It has been written in response to “An integrated approach to understanding illness” Edited by... Peter White.

Although it doesn’t deal with ME/CFS, it contains lots of stimulating stuff and critiques the BPS model referring to studies of peptic ulcer and ischaemic heart disease. It also puts in perspective many factors that were once thought to be direct contributors to diseases.


http://issuu.com/maxhead/docs/bps_caution_davey_smith (it’s a scan, there are transcription errors)



I haven’t seen any post relating to it, excuse me if it’s not the case.


Here are some quotes I thought could be valuable (I could have quoted almost all the text as it is really of interest). (emphasis on words and light presentation are mine)

Some of the factors considered in the complex models are ones that would have influenced whether or not people were exposed to the transmissible agent and in this sense they are acting as distal causes. However, if the chain of causation is broken, then the disease does not occur.


For example, many psychological and social factors influence whether people smoke and thus indirectly lead to an increase in lung cancer risk. In different times and different places, though, different economic and psychological factors may influence smoking. The social class gradient of cigarette smoking has, for example, changed greatly in the UK over the last 50 years. Ultimately social and psychological factors will only influence the risk of lung cancer through influencing smoking patterns. Take away the cigarettes, and these factors will not result in lung cancer.

People versed in the history of epidemiology will know that conditions such as cholera, pellagra, beri beri, asthma, Down’s syndrome, scurvy, yellow fever, typhoid, and peptic ulcer were all at one time seen as diseases that were importantly influenced by stress or (in earlier times) ‘moral’ factors.


An important critic of the BPS model—although she never explicitly talks about it—is Susan Sontag. She published a remarkable book, Illness as metaphor, a year after Engel’s 1977 article appeared. Sontag wrote about how in plague-ridden England in the late sixteenth and seventeenth centuries, it was believed that a happy man would not get the plague.


She stated that “The fantasy that a happy state of mind would fend off disease flourished for all infectious diseases before the nature of infection was understood. Theories that diseases are caused by mental state and can be cured by willpower are always an index of how much is not understood about the physical basis of the disease. The notion that a disease can be explained only by a variety of causes is precisely the characteristic of thinking about diseases where causation is not understood.”


Diseases that are thought to be multi-determined have the widest scope for becoming metaphors for what is felt to be socially or morally wrong.

This one reminds me of something...
In his chapter in the 1948 book Progress in clinical medicine Avery Jones said “There have not been any major advances in the treatment of gastroduodenal ulcer.
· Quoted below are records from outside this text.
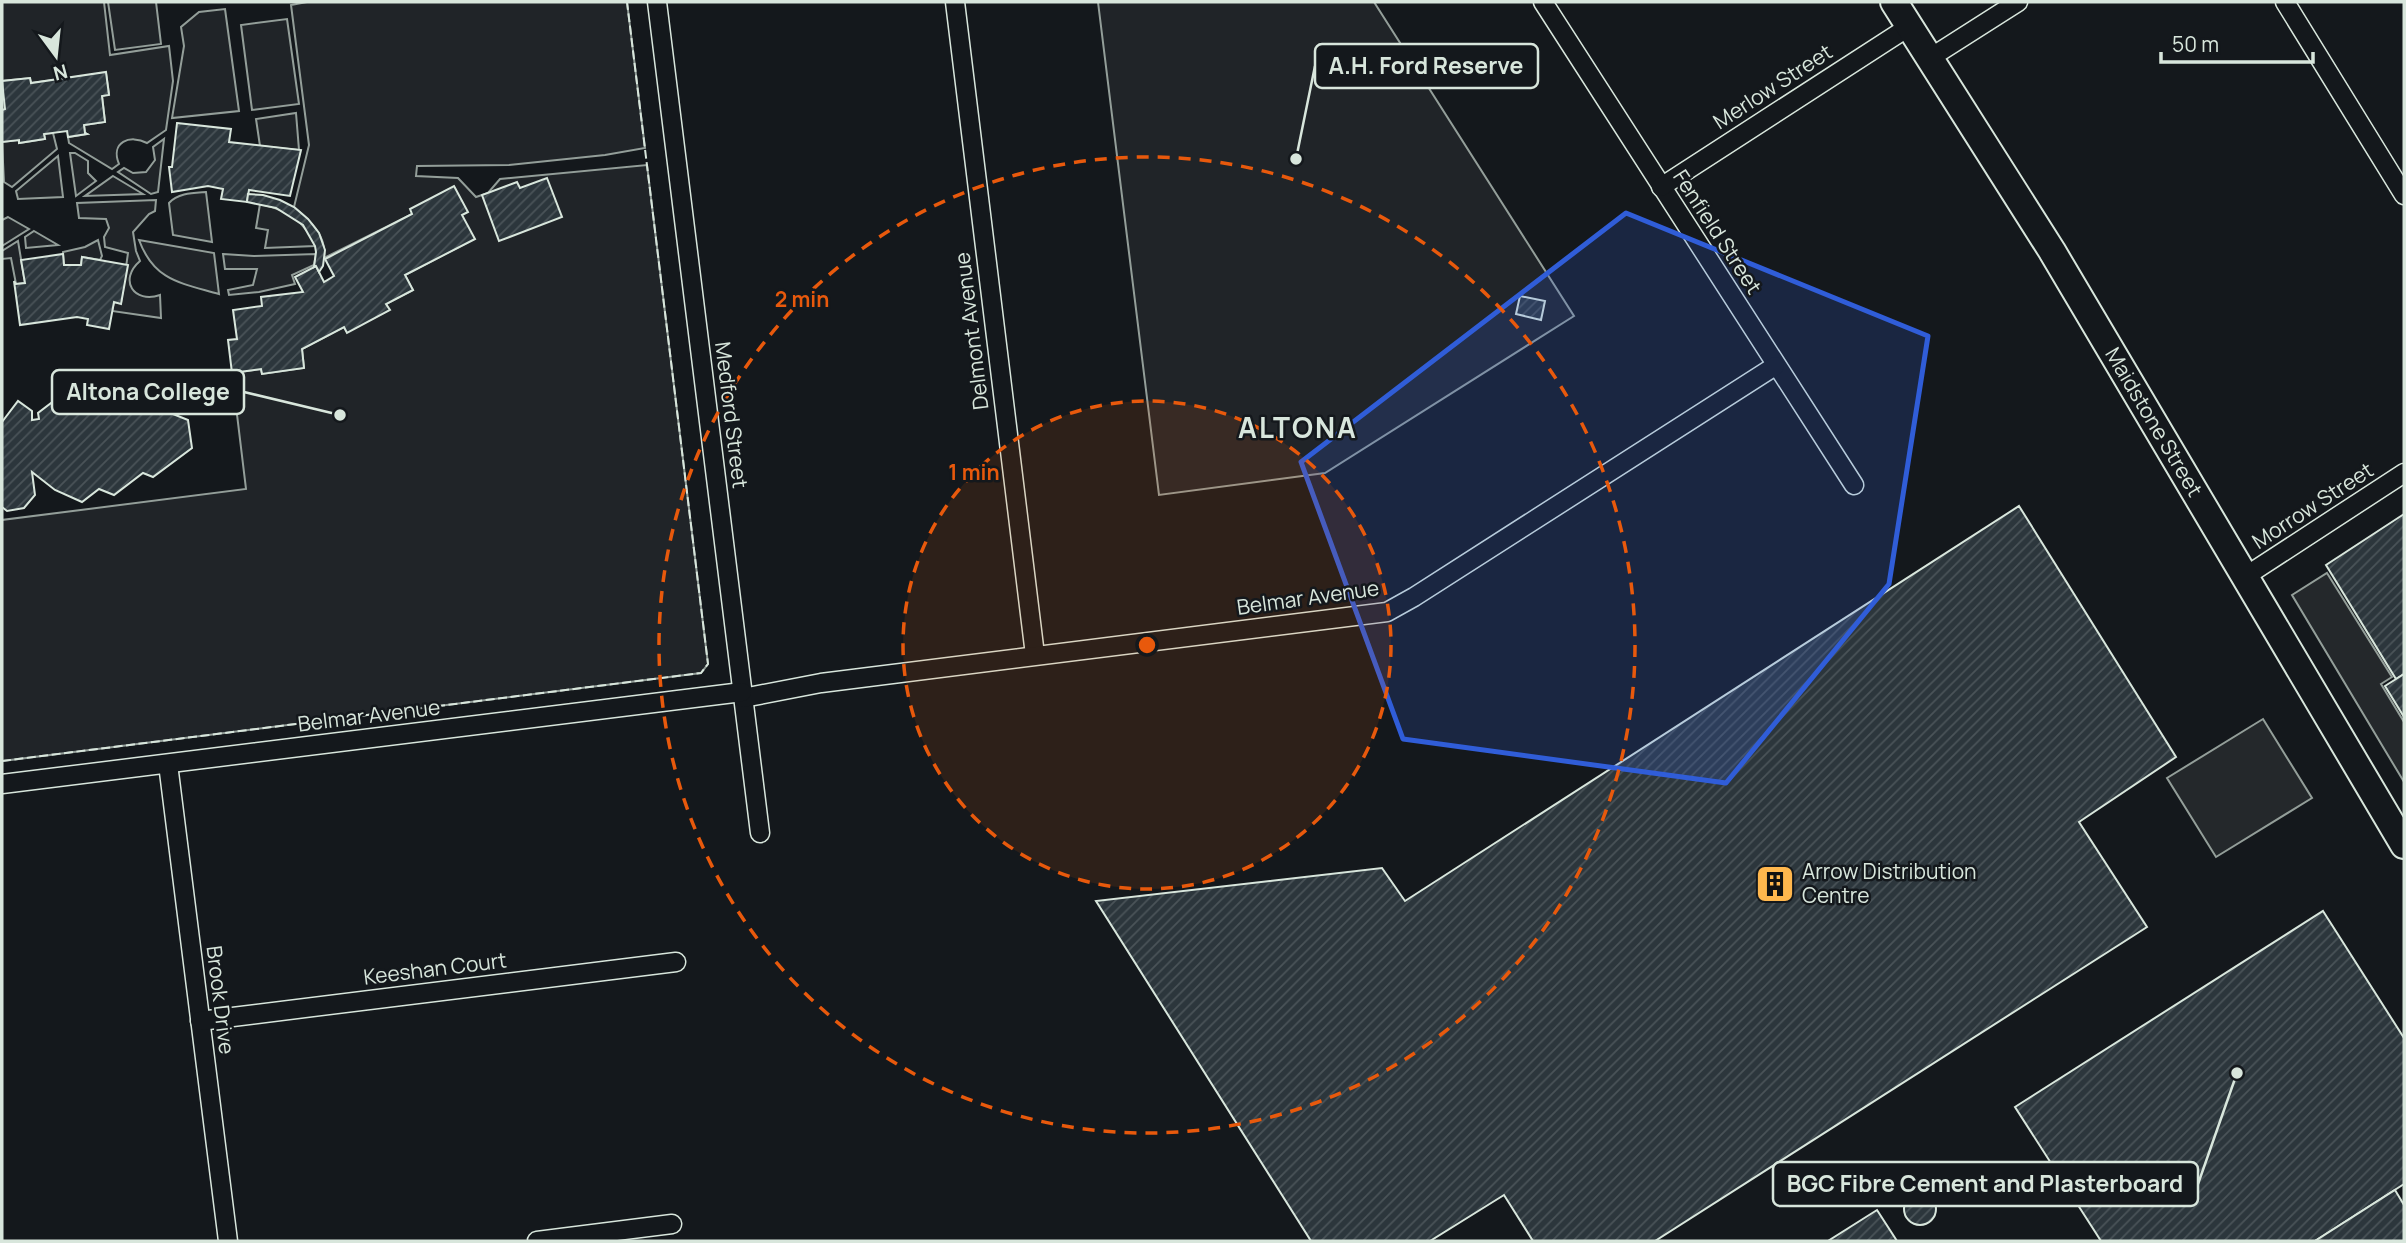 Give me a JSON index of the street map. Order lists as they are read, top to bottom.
{
  "streets": {
    "main road": ["Maidstone Street"],
    "street": [
      "Merlow Street",
      "Fenfield Street",
      "Delmont Avenue",
      "Medford Street",
      "Morrow Street",
      "Belmar Avenue",
      "Keeshan Court",
      "Brook Drive"
    ]
  },
  "crossings": [
    ["Merlow Street", "Fenfield Street"],
    ["Merlow Street", "Maidstone Street"],
    ["Fenfield Street", "Belmar Avenue"],
    ["Delmont Avenue", "Belmar Avenue"],
    ["Medford Street", "Belmar Avenue"],
    ["Maidstone Street", "Morrow Street"],
    ["Belmar Avenue", "Brook Drive"],
    ["Keeshan Court", "Brook Drive"]
  ],
  "districts": ["ALTONA"],
  "places": {
    "other": ["A.H. Ford Reserve", "Altona College", "BGC Fibre Cement and Plasterboard"],
    "building": ["Arrow Distribution Centre"]
  },
  "scale_bar": "50 m",
  "north": "bottom",
  "rings": ["2 min", "1 min"]
}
A better appreciation of the natural history of the disease has directed the treatment away from the ulcer towards the individual as a whole...” which was a fair summary of the BPS approach.
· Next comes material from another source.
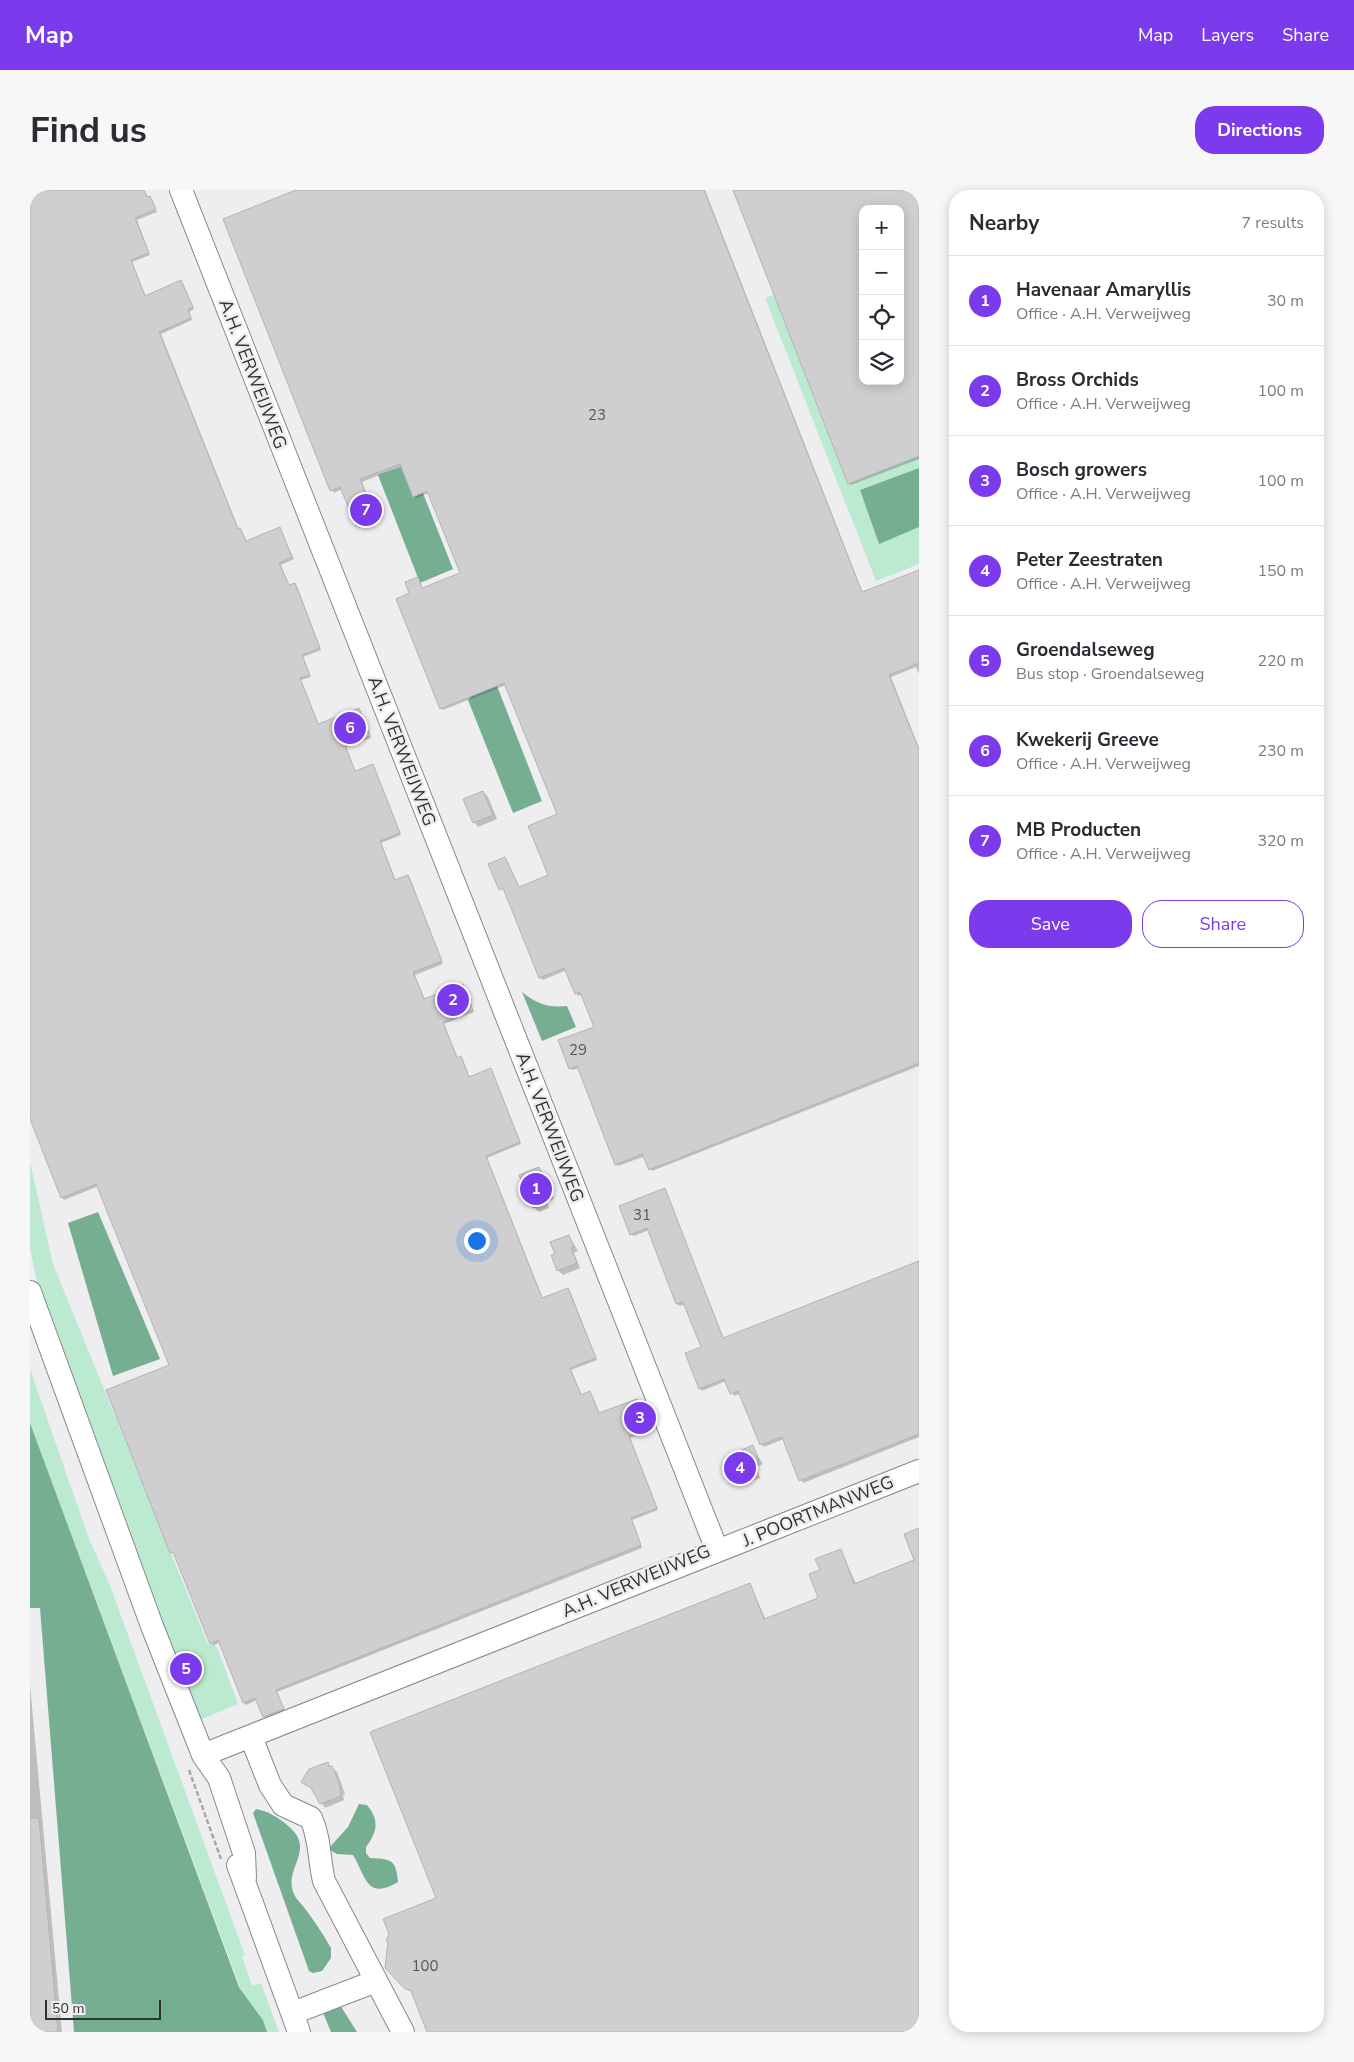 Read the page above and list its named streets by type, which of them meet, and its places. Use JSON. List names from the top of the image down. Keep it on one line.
{"streets":{"street":["A.H. VERWEIJWEG","J. POORTMANWEG"]},"crossings":[["A.H. VERWEIJWEG","J. POORTMANWEG"]],"house_numbers":["23","29","31","100"],"scale_bar":"50 m","page":{"header":"Map","nav":["Map","Layers","Share"],"buttons":["Directions",["Save","Share"]],"title":"Find us","heading":["Nearby","7 results"],"map_buttons":["+","−"],"list":[{"mark":"1","name":"Havenaar Amaryllis","note":"Office · A.H. Verweijweg","value":"30 m"},{"mark":"2","name":"Bross Orchids","note":"Office · A.H. Verweijweg","value":"100 m"},{"mark":"3","name":"Bosch growers","note":"Office · A.H. Verweijweg","value":"100 m"},{"mark":"4","name":"Peter Zeestraten","note":"Office · A.H. Verweijweg","value":"150 m"},{"mark":"5","name":"Groendalseweg","note":"Bus stop · Groendalseweg","value":"220 m"},{"mark":"6","name":"Kwekerij Greeve","note":"Office · A.H. Verweijweg","value":"230 m"},{"mark":"7","name":"MB Producten","note":"Office · A.H. Verweijweg","value":"320 m"}],"pins":["7","6","2","1","3","4","5"],"scale":"50 m"}}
This one also sounds familiar
During convalescence the patient should be given a simple exposition of peptic ulcer.

A clear understanding of the need for maintaining a calm outlook on life, and of the necessity for not exceeding his natural ‘tempo’ by accepting too much work or responsibility, will be much more valuable than routine medication. The patient has got to live with his ulcer-forming tendency and it is essential to give him all the information at our disposal ... There is little doubt that healing is accelerated and more commonly completed if real rest is taken, preferably away from home, where the extra work occasioned by the illness may add to the worry of the patient. A period away from home may add perspective to domestic difficulties.

This one is just for fun, as its absurdity is just astounding!!

However such was Avery Jones’s concern not to increase stress, he added that “The diet should be served in as colourful and attractive a way as possible. A bland insipid colourless diet may cause less psychic flow of gastric juice, but it makes the patient depressed and irritable. The sustained resentment is more harmful than the increased psychic secretion.”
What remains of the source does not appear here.